If these witnesses do testify though, it’s likely to be damning; it just won’t make any difference. Because the new game is now the 2020 elections. It’s not news to most of us who pay attention that senators vote their prejudices and the interests of those who give them campaign money, with a few exceptions. If these key witnesses actually testify to what they saw, and testify truthfully, it is damning of Trump’s guilt. But it won’t make a difference to Trump retaining his office, but it may make a difference to voters.

A lot of hay was made of the U.K.’s Conservative Party winning a decisive majority in Parliament in their recent snap elections. Many pundits see in this a warning for Democrats here: pull to the center and don’t nominate a candidate for president on the liberal extreme like Bernie Sanders or Elizabeth Warren.

They may have a point. Or they may be missing the point. As best I can tell, the vote was much more about Britons being sick of the Brexit issue and just wanting it to go away. Brexit has been their own all-consuming national nightmare. It didn’t help that Labour Party leader Jeremy Corbin was even wackier than Boris Johnson, the current prime minister. Voters there may have thrown up their hands, not so much because they love conservatives and want to be separated from the European Union as they don’t want to deal with the issue anymore. Like Trump’s presidency, Brexit has been turning the U.K. into an ungovernable mess.

It may be that U.S. voters want to end our ungovernable mess in Washington too. If so, at least they will have a clear choice: go with a radical new government that disenfranchises many voters and gives power to those with money, or return to a saner time when government at least wasn’t quite so insane. Republicans like power but do they really want four more years of a seesawing Trump presidency? It’s just a chaotic mess. For Republicans in Congress, of course the answer is yes, but for a lot of Republican voters out there, about 15 percent according to most polls, the answer could very well be no.

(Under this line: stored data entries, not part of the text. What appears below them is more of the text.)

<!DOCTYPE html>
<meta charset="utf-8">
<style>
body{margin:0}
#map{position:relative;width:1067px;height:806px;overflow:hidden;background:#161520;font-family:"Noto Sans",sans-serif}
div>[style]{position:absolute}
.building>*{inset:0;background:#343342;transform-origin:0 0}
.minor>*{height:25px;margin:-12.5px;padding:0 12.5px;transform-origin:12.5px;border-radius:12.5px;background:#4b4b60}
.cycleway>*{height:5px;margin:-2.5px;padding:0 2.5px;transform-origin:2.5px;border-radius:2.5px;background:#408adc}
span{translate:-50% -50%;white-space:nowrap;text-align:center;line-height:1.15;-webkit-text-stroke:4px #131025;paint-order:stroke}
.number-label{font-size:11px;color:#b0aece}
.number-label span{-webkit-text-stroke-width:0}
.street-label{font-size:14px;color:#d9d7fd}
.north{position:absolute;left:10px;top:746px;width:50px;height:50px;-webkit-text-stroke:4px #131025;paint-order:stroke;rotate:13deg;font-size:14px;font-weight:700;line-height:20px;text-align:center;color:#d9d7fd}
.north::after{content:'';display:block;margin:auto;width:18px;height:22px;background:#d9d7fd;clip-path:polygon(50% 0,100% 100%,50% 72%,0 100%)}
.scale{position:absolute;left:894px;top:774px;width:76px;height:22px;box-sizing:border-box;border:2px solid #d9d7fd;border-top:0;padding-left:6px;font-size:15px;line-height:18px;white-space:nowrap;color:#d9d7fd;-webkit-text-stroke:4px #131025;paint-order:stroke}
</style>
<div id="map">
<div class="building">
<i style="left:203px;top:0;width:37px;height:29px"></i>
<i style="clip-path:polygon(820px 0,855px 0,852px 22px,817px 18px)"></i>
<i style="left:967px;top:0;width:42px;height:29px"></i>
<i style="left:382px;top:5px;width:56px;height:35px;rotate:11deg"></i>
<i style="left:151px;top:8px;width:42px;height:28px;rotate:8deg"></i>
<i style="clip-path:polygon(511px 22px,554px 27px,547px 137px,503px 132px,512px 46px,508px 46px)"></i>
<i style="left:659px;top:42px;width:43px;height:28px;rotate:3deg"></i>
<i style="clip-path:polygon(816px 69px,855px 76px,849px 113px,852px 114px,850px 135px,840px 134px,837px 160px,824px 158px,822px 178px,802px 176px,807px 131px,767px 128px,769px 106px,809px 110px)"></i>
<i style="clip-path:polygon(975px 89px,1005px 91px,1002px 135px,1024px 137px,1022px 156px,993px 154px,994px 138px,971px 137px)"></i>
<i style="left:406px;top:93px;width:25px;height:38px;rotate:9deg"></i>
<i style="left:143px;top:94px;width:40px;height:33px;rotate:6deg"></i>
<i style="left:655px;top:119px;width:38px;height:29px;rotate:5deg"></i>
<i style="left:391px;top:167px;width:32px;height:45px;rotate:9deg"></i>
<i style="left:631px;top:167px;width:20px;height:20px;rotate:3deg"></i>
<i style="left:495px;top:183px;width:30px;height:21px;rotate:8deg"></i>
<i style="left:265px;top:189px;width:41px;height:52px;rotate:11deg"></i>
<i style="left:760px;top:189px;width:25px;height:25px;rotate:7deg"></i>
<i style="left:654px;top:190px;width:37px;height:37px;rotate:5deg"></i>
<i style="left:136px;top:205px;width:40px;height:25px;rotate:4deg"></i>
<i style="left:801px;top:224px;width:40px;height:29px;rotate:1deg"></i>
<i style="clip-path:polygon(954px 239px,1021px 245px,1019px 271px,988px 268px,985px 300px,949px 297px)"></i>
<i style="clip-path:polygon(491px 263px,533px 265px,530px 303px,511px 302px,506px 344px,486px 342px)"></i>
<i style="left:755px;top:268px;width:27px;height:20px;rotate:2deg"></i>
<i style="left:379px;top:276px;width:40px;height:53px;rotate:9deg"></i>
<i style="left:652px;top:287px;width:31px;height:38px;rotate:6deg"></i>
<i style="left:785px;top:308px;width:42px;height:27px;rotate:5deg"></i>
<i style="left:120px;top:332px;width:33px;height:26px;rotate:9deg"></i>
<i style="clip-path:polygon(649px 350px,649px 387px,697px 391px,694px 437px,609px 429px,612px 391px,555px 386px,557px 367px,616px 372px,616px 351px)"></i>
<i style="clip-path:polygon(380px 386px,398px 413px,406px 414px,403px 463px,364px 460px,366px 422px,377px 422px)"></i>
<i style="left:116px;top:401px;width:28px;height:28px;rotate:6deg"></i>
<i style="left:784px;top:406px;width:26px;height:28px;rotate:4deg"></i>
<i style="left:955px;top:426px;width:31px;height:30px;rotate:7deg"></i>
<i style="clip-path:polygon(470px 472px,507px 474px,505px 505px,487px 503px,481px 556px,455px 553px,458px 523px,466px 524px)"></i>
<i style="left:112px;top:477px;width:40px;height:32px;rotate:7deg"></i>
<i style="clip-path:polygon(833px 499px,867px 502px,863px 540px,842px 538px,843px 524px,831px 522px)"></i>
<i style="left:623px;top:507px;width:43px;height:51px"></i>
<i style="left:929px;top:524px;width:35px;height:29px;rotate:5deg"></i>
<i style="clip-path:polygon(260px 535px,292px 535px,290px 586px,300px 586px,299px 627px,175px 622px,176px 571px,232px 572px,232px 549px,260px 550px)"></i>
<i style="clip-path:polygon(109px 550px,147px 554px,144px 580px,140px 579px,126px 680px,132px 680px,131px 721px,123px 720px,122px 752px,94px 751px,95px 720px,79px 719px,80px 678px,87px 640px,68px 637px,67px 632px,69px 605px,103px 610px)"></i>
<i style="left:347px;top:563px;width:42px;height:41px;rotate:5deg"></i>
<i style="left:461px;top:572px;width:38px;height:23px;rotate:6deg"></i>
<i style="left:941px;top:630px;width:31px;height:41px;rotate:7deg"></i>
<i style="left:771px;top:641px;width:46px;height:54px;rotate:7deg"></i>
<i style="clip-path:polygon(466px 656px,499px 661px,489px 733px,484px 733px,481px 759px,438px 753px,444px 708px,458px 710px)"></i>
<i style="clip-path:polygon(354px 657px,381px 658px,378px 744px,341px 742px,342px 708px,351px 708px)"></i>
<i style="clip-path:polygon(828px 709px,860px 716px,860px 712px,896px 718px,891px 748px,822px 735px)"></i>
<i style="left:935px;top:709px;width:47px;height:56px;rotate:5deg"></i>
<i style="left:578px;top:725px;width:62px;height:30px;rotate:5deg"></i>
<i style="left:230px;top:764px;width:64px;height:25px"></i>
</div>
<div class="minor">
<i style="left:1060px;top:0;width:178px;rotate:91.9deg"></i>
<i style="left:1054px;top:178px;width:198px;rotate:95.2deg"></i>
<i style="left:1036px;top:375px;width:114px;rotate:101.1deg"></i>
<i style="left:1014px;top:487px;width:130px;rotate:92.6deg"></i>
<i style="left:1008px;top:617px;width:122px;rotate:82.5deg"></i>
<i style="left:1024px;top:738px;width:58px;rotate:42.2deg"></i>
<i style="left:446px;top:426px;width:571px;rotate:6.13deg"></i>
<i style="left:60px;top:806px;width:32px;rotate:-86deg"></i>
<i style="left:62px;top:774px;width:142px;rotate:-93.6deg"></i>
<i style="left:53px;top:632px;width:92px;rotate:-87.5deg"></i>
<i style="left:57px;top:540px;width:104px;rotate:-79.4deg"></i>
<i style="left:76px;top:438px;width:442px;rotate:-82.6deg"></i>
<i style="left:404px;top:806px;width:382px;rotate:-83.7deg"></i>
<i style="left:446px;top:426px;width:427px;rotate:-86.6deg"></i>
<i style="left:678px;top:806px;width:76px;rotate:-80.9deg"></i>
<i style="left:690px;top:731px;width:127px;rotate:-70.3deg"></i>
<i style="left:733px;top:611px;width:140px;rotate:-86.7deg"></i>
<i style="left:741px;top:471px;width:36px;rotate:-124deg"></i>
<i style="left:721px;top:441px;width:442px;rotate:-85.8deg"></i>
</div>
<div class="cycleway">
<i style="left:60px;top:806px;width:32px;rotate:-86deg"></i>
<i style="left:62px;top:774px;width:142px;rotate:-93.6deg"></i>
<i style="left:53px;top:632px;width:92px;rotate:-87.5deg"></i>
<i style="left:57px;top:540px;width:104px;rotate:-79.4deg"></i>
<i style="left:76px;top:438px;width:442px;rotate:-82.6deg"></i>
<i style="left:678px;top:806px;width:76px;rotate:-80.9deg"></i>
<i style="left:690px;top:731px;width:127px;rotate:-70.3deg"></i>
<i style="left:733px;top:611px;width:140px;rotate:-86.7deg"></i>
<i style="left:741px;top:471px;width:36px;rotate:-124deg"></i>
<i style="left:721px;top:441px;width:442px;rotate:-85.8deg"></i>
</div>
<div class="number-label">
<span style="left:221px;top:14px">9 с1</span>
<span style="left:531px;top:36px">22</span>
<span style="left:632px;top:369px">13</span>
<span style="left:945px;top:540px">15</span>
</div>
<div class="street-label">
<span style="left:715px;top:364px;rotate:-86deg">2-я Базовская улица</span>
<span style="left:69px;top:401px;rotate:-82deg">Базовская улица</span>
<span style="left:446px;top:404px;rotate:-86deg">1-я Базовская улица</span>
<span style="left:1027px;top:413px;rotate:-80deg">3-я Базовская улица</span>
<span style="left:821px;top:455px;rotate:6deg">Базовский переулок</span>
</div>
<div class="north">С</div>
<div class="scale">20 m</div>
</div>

So Joe Biden may look old and not the least bit shiny, but at least he’s not nutso, he’s not corruptible and he’s spent most of his career simply trying to do the right thing for the country and his constituents, albeit imperfectly. And he’s willing to work across the aisle, although it didn’t work at all for Barack Obama. He’s definitely not Jeremy Corbin. For those of us with longer memories, he’s much more like Hubert Humphrey: another happy warrior.

Trump will try to win the election the way he and Republicans won it in 2016: voter suppression, gerrymandering, spreading disinformation, openly seeking foreign interference and riling the base into a toxic stew. So things will just get crazier.

But it may be that while they get crazier, Americans in general will say “Enough of the crazy!” and toss the bums out. It could be our way out of our own Brexit. Or at least a move that bring Democrats a new bishop and a knight on the chessboard.